_Exercise aim_
Look through the records and copy each line that has "Moraes" in it.

_Source records_
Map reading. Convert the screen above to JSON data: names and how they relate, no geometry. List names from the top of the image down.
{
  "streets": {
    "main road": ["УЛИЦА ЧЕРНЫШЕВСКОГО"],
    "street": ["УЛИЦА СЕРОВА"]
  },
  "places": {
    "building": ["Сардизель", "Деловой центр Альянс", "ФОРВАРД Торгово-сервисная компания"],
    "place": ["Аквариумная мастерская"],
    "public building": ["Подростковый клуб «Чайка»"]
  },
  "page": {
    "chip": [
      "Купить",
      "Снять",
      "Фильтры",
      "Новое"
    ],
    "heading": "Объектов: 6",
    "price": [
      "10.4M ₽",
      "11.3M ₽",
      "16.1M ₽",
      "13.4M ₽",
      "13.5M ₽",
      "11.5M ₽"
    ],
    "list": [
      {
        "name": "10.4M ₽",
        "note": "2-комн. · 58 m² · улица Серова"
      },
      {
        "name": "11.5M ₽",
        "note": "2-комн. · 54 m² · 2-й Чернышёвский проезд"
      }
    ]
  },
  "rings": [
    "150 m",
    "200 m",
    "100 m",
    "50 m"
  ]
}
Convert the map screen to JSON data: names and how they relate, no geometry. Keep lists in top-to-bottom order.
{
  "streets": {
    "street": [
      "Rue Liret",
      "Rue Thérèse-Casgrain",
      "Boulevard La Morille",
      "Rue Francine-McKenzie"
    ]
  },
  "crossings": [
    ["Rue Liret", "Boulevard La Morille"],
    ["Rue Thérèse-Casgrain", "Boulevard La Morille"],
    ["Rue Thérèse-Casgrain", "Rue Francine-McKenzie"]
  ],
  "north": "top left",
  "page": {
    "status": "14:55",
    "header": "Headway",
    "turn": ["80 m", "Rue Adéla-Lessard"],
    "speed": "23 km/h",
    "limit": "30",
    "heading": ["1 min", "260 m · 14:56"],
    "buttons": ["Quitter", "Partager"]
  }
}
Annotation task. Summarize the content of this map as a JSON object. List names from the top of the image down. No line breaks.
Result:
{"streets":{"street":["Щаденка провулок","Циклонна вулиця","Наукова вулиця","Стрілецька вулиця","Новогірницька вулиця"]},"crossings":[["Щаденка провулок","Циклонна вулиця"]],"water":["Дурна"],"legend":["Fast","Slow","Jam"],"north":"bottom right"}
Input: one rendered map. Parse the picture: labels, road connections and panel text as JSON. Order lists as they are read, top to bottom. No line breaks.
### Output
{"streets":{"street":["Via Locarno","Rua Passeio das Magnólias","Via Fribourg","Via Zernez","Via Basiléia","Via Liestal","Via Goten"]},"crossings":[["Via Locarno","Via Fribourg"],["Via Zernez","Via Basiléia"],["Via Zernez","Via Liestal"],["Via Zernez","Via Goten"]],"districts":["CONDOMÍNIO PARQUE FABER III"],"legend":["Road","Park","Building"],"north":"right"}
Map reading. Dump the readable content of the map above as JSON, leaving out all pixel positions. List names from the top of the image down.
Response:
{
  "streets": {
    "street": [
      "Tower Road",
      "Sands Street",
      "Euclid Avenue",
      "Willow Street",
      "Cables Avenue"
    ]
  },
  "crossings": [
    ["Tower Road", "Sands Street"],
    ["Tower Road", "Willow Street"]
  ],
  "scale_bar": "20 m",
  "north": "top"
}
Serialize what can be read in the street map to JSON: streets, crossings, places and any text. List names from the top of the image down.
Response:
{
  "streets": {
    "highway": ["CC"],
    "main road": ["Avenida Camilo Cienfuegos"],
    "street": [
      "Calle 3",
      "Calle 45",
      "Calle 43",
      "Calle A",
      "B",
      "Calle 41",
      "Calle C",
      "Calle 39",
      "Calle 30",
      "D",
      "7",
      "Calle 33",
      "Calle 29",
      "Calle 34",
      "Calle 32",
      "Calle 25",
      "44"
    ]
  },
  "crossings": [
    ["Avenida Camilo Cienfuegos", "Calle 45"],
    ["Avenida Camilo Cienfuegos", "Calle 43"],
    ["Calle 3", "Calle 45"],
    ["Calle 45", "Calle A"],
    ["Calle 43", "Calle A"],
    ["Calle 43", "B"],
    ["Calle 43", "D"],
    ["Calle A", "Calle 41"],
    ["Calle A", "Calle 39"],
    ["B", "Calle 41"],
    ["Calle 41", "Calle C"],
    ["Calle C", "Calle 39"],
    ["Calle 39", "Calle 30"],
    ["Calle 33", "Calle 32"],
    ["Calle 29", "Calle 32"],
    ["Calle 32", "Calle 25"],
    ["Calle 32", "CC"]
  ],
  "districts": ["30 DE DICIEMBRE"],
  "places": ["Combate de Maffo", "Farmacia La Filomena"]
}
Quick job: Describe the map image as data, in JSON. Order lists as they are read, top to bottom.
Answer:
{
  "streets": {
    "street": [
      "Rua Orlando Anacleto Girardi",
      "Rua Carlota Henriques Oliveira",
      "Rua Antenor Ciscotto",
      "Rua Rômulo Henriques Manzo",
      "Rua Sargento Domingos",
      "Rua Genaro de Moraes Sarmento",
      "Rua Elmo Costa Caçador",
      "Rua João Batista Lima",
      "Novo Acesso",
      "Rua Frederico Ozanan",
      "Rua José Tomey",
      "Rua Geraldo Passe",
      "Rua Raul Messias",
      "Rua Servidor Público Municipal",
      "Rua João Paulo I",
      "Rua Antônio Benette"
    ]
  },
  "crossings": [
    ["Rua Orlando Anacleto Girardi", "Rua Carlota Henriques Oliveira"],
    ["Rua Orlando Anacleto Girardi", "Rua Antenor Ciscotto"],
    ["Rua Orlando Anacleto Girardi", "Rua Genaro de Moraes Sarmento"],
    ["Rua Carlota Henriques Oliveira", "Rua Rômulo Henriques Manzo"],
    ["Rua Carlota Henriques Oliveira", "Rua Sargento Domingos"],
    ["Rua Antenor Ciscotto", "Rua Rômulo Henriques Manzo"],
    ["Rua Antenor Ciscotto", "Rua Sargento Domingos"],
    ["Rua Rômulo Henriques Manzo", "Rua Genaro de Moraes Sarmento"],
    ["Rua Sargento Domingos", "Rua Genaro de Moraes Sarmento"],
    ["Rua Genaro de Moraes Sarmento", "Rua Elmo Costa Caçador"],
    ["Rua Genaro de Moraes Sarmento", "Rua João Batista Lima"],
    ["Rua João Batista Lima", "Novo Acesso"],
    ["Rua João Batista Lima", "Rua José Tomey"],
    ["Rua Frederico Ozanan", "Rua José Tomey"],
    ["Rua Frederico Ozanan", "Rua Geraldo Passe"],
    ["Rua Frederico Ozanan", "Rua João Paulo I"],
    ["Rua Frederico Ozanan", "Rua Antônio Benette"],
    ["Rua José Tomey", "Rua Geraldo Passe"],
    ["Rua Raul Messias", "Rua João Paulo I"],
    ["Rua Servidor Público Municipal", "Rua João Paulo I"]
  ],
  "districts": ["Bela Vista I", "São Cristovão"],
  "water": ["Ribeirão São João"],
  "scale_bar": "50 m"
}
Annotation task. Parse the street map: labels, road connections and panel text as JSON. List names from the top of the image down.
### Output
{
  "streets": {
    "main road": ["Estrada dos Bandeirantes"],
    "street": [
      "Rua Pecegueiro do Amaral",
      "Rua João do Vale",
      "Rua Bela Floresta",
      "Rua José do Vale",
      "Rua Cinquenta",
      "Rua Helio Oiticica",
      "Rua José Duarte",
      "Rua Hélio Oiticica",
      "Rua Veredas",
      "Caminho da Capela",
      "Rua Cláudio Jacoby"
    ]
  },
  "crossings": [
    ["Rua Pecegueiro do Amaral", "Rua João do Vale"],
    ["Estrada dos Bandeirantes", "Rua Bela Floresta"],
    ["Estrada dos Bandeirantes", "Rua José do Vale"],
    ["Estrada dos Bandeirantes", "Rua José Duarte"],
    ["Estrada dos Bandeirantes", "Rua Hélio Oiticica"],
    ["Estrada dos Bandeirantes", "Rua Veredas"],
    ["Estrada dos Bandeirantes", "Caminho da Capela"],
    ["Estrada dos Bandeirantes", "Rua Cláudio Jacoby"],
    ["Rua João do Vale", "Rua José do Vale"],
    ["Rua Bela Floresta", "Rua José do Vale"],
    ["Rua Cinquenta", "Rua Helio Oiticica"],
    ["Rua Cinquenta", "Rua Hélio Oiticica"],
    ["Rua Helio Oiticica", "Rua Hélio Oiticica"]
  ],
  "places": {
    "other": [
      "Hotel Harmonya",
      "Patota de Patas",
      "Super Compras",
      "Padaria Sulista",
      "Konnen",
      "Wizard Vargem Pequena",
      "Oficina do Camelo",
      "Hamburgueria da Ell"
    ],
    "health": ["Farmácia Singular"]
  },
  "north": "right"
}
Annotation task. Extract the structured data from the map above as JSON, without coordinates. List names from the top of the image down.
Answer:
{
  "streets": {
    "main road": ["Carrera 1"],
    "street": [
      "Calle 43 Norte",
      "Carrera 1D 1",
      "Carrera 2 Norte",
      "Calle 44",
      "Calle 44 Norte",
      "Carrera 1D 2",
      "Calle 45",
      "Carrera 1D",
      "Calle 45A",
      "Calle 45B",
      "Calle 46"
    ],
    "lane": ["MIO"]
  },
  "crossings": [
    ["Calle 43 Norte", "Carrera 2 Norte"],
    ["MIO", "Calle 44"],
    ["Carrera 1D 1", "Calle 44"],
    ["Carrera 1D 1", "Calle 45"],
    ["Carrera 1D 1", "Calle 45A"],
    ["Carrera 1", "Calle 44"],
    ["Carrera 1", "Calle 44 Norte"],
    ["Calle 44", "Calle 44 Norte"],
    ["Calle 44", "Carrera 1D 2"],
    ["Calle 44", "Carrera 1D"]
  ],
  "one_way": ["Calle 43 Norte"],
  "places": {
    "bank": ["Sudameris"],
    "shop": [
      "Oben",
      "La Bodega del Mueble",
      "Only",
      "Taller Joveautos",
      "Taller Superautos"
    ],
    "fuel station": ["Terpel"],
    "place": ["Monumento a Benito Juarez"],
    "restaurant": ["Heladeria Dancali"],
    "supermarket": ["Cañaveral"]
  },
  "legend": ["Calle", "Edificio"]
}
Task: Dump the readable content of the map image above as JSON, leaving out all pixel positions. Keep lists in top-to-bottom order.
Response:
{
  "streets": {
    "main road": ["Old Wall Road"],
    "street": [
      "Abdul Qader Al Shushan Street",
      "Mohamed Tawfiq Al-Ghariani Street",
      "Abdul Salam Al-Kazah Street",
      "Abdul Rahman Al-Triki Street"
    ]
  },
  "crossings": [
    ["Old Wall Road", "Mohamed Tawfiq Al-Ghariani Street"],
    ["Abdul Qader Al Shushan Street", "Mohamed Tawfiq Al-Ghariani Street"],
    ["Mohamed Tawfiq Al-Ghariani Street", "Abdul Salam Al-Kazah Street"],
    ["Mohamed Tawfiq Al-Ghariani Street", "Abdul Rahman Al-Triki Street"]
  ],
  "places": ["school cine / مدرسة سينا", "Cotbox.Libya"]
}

_Exercise solution_
      "Rua Genaro de Moraes Sarmento",
    ["Rua Orlando Anacleto Girardi", "Rua Genaro de Moraes Sarmento"],
    ["Rua Rômulo Henriques Manzo", "Rua Genaro de Moraes Sarmento"],
    ["Rua Sargento Domingos", "Rua Genaro de Moraes Sarmento"],
    ["Rua Genaro de Moraes Sarmento", "Rua Elmo Costa Caçador"],
    ["Rua Genaro de Moraes Sarmento", "Rua João Batista Lima"],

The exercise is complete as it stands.